Since it didn’t rain on Wednesday the new window was installed with the locomotive outside. The rubber gasket was installed and then measurements were taken for the two pieces of glass. While waiting for O’Neils Glass to cut them to size, time was spent watching the 765 trailing truck operation. After lunch work resumed, the fixed glass was installed, then the sliding window tracks, and then the sliding glass. Finally some rubber strips were installed to lock everything in place.
While all this was going on we had a discussion about the engineer’s seat. Everyone agrees that the metal folding chair just isn’t working, and it certainly doesn’t look “railroady.” Rich volunteered to build a prototype and see how it would work. He came up with a rotating stool that mounts to the wall. After test driving it he took it home to do final assembly, painting and upholstery.
On Thursday we decided to take a look at the compressors. Both air filters were in good condition as was the oil in the #1 compressor. However, the oil in the #2 compressor looked like it should be changed so we drained it. The drain plug is about 6 inches away from the cab wall and difficult to loosen and remove. However we prevailed. Unfortunately not all of the oil made it into the funnel we put in place and thus rather than being directed to our pan it made its way to the floor and created an oil spill. It was decided that putting in a pipe with a shut off valve to direct the oil to a more accessible place would make future oil drains much easier. However, that attempt proved futile and we’ll have to wait until the locomotive is over the pit to complete that project.
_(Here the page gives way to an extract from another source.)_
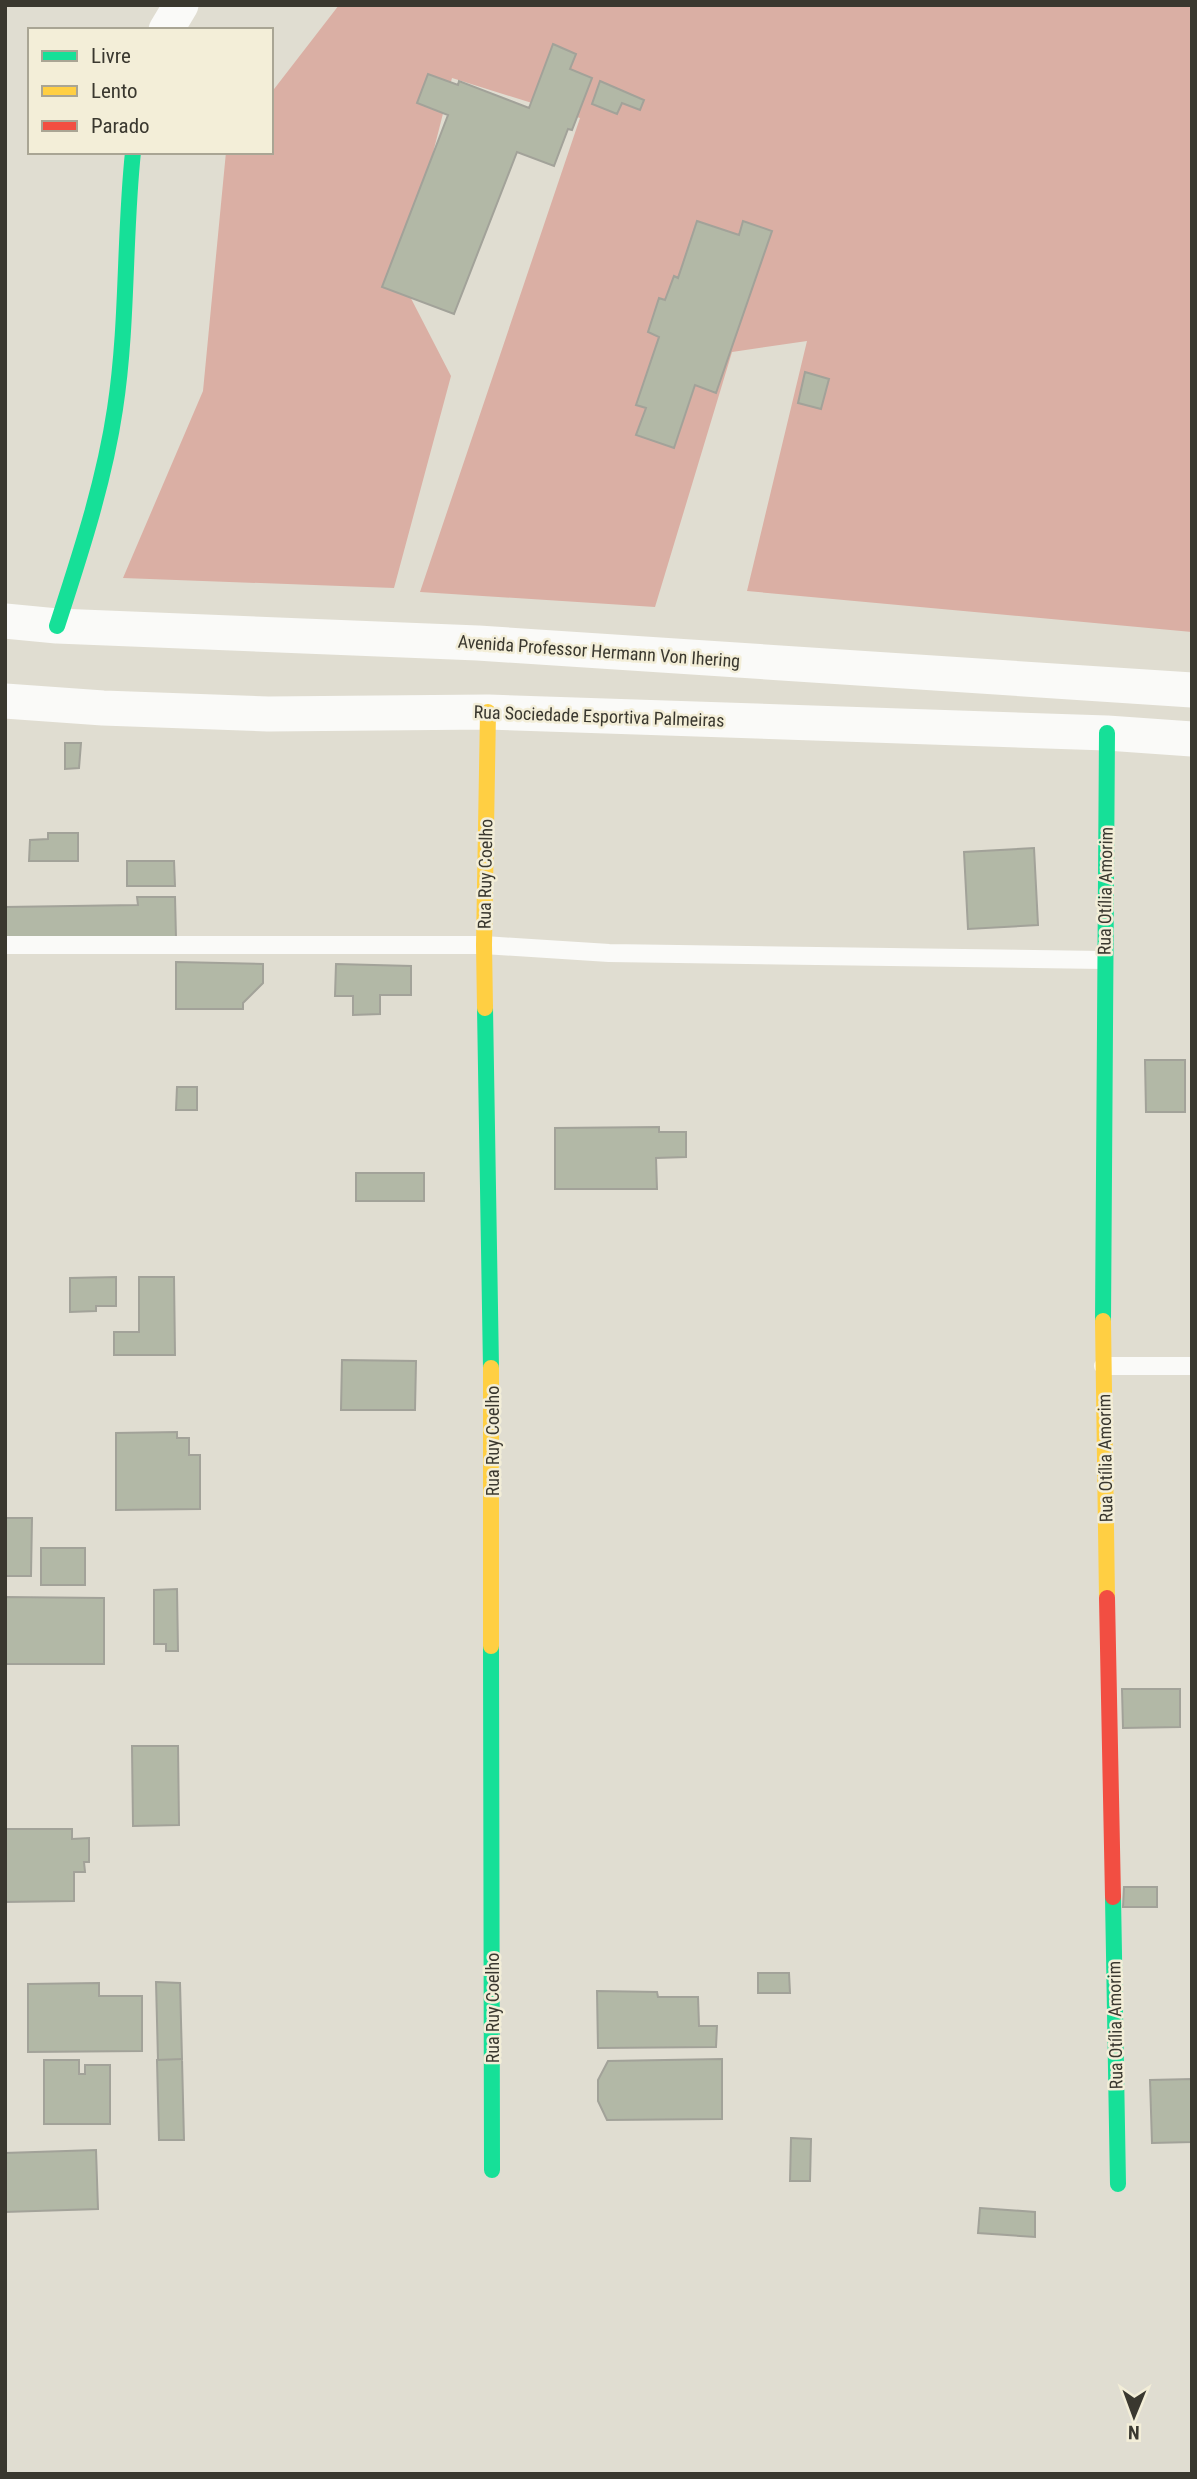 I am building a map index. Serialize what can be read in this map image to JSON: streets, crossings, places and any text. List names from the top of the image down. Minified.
{"streets":{"street":["Avenida Professor Hermann Von Ihering","Rua Sociedade Esportiva Palmeiras","Rua Ruy Coelho","Rua Otília Amorim"]},"crossings":[["Rua Sociedade Esportiva Palmeiras","Rua Ruy Coelho"],["Rua Sociedade Esportiva Palmeiras","Rua Otília Amorim"]],"legend":["Livre","Lento","Parado"],"north":"bottom"} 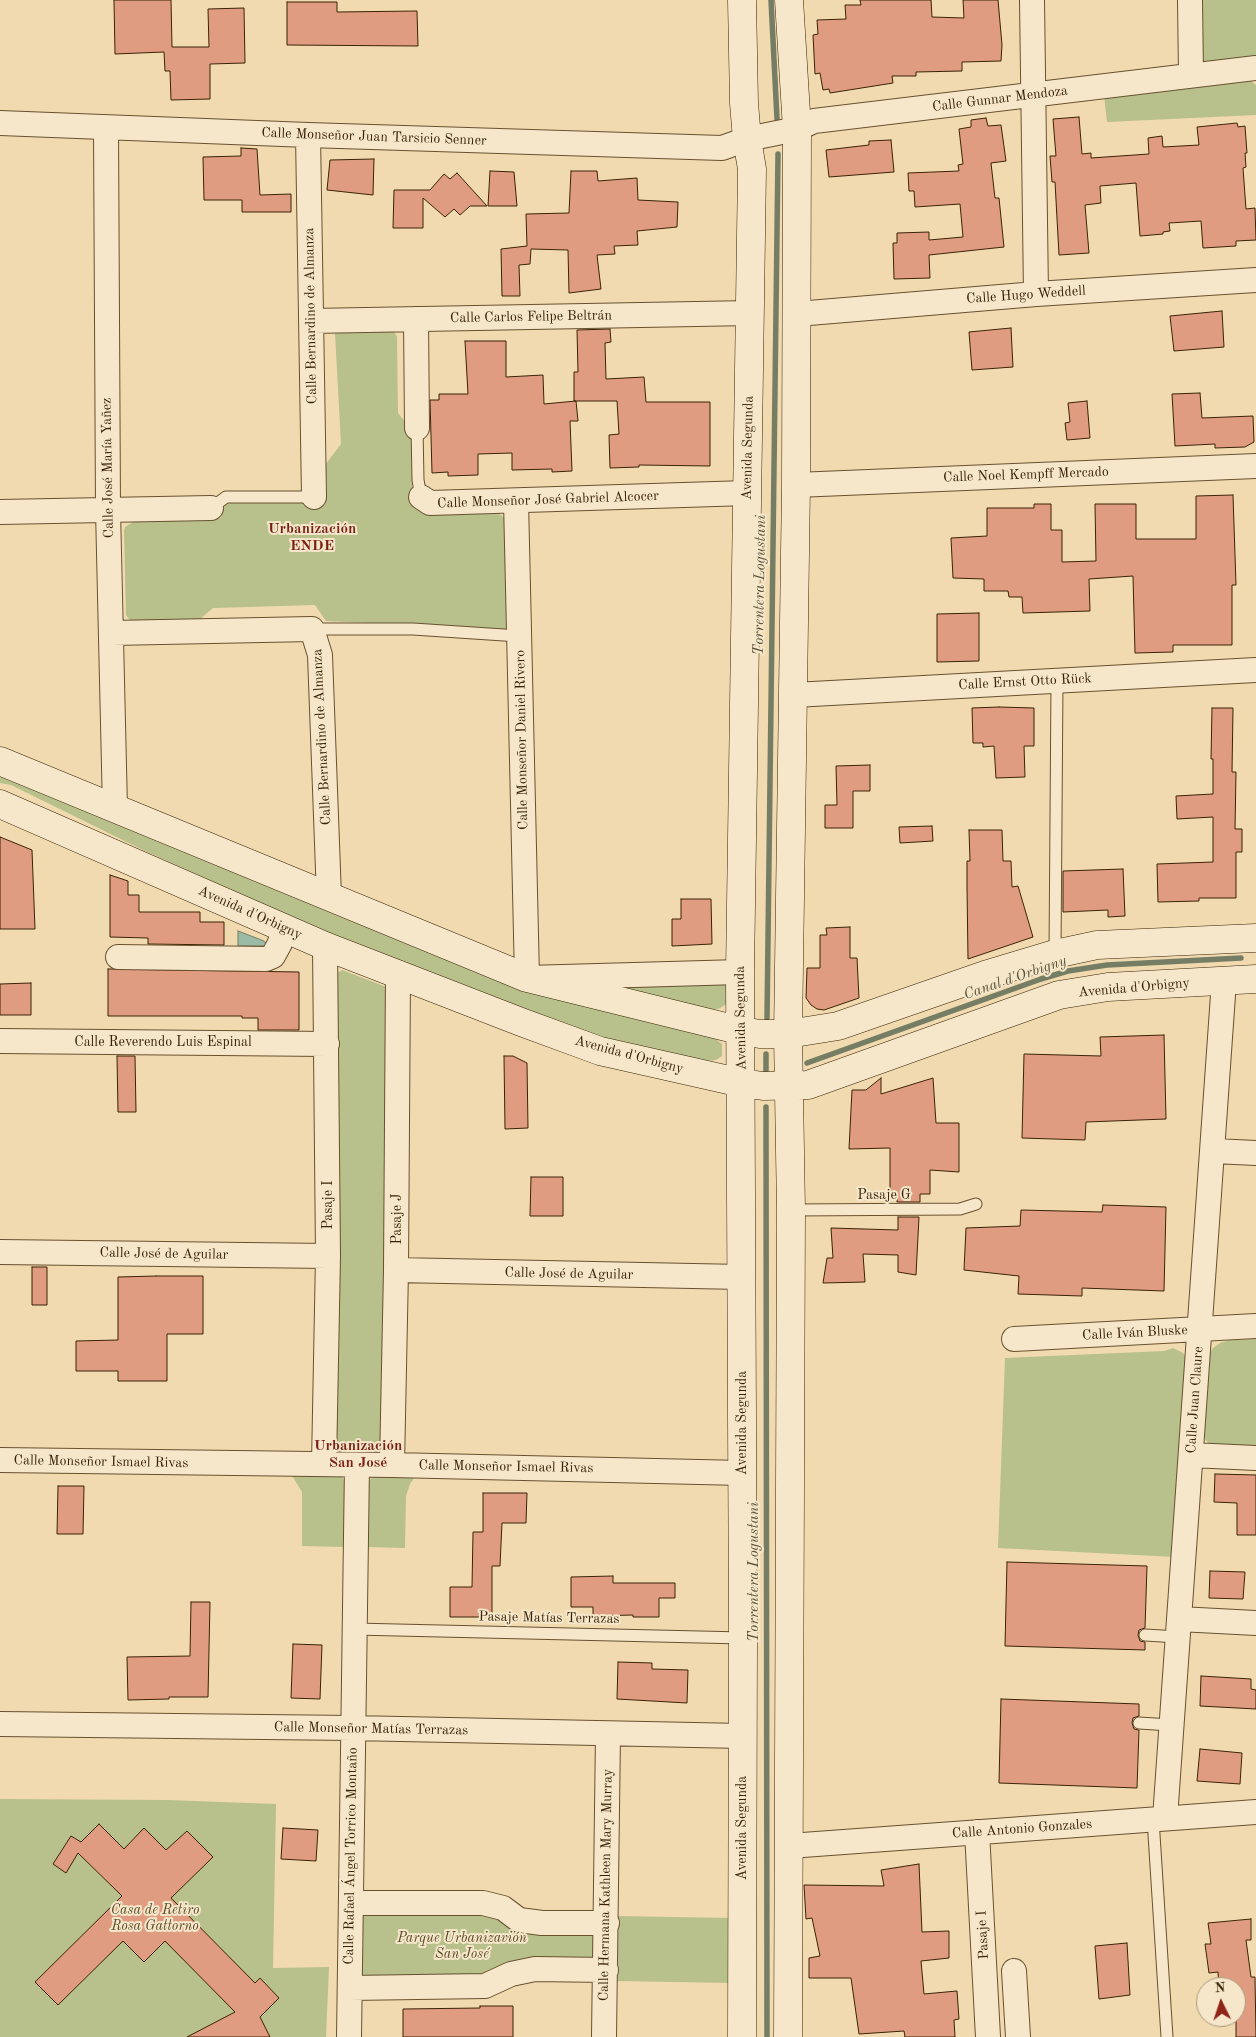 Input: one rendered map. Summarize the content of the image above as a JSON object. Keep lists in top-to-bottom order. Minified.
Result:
{"streets":{"main road":["Avenida Segunda","Avenida d'Orbigny"],"street":["Calle Gunnar Mendoza","Calle Monseñor Juan Tarsicio Senner","Calle Hugo Weddell","Calle Bernardino de Almanza","Calle Carlos Felipe Beltrán","Calle José María Yañez","Calle Noel Kempff Mercado","Calle Monseñor José Gabriel Alcocer","Calle Ernst Otto Rück","Calle Monseñor Daniel Rivero","Calle Reverendo Luis Espinal","Pasaje I","Pasaje J","Calle José de Aguilar","Calle Iván Bluske","Calle Juan Claure","Calle Monseñor Ismael Rivas","Calle Monseñor Matías Terrazas","Calle Antonio Gonzales","Calle Rafael Ángel Torrico Montaño","Calle Hermana Kathleen Mary Murray"],"lane":["Pasaje G","Pasaje Matías Terrazas"]},"crossings":[["Calle Gunnar Mendoza","Calle Monseñor Juan Tarsicio Senner"],["Calle Gunnar Mendoza","Avenida Segunda"],["Calle Monseñor Juan Tarsicio Senner","Calle Bernardino de Almanza"],["Calle Monseñor Juan Tarsicio Senner","Avenida Segunda"],["Calle Monseñor Juan Tarsicio Senner","Calle José María Yañez"],["Calle Bernardino de Almanza","Calle Carlos Felipe Beltrán"],["Calle Bernardino de Almanza","Calle José María Yañez"],["Calle Carlos Felipe Beltrán","Avenida Segunda"],["Avenida Segunda","Calle Monseñor José Gabriel Alcocer"],["Avenida Segunda","Avenida d'Orbigny"],["Avenida Segunda","Calle José de Aguilar"],["Avenida Segunda","Calle Monseñor Ismael Rivas"],["Avenida Segunda","Pasaje Matías Terrazas"],["Avenida Segunda","Calle Monseñor Matías Terrazas"],["Calle Monseñor José Gabriel Alcocer","Calle Monseñor Daniel Rivero"],["Avenida d'Orbigny","Pasaje I"],["Avenida d'Orbigny","Pasaje J"],["Avenida d'Orbigny","Calle Juan Claure"],["Calle Reverendo Luis Espinal","Pasaje I"],["Pasaje I","Calle José de Aguilar"],["Pasaje I","Calle Monseñor Ismael Rivas"],["Pasaje I","Calle Antonio Gonzales"],["Pasaje J","Calle José de Aguilar"],["Pasaje J","Calle Monseñor Ismael Rivas"],["Calle Iván Bluske","Calle Juan Claure"],["Calle Juan Claure","Calle Antonio Gonzales"],["Calle Monseñor Ismael Rivas","Calle Rafael Ángel Torrico Montaño"],["Pasaje Matías Terrazas","Calle Rafael Ángel Torrico Montaño"],["Calle Monseñor Matías Terrazas","Calle Rafael Ángel Torrico Montaño"],["Calle Monseñor Matías Terrazas","Calle Hermana Kathleen Mary Murray"]],"districts":["Urbanización ENDE","Urbanización San José"],"water":["Torrentera Logustani","Canal d'Orbigny"],"parks":["Casa de Retiro Rosa Gattorno","Parque Urbanizavión San José"],"north":"top"}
With time remaining on Thursday it was decided to cut out the rusted through area on the engineer’s cab wall. While John was busy doing that a photographer from the Journal Gazette showed up, took his photo, and that photo was run in the next day’s newspaper. With the rusted area cut out we couldn’t help but notice the rusted out portion of the raised
platform for the engineer’s seat. A quick trip to Metal Supermarket provided a piece of 10 gauge steel bent in a 90 degree shape to repair the area. Once that repair was completed a new cab piece was formed and welded in place. It took some doing the get the contour correct since the cab side bows out at the bottom. Some welding, heating
and beating got everything lined up.
The balance of the week was spent replacing a section of cab floor that had rotted, applying some caulking to the corners of the new window gaskets, and generally cleaning up. The final touch was to clean all of the windows, something we hadn’t done since we obtained the locomotive.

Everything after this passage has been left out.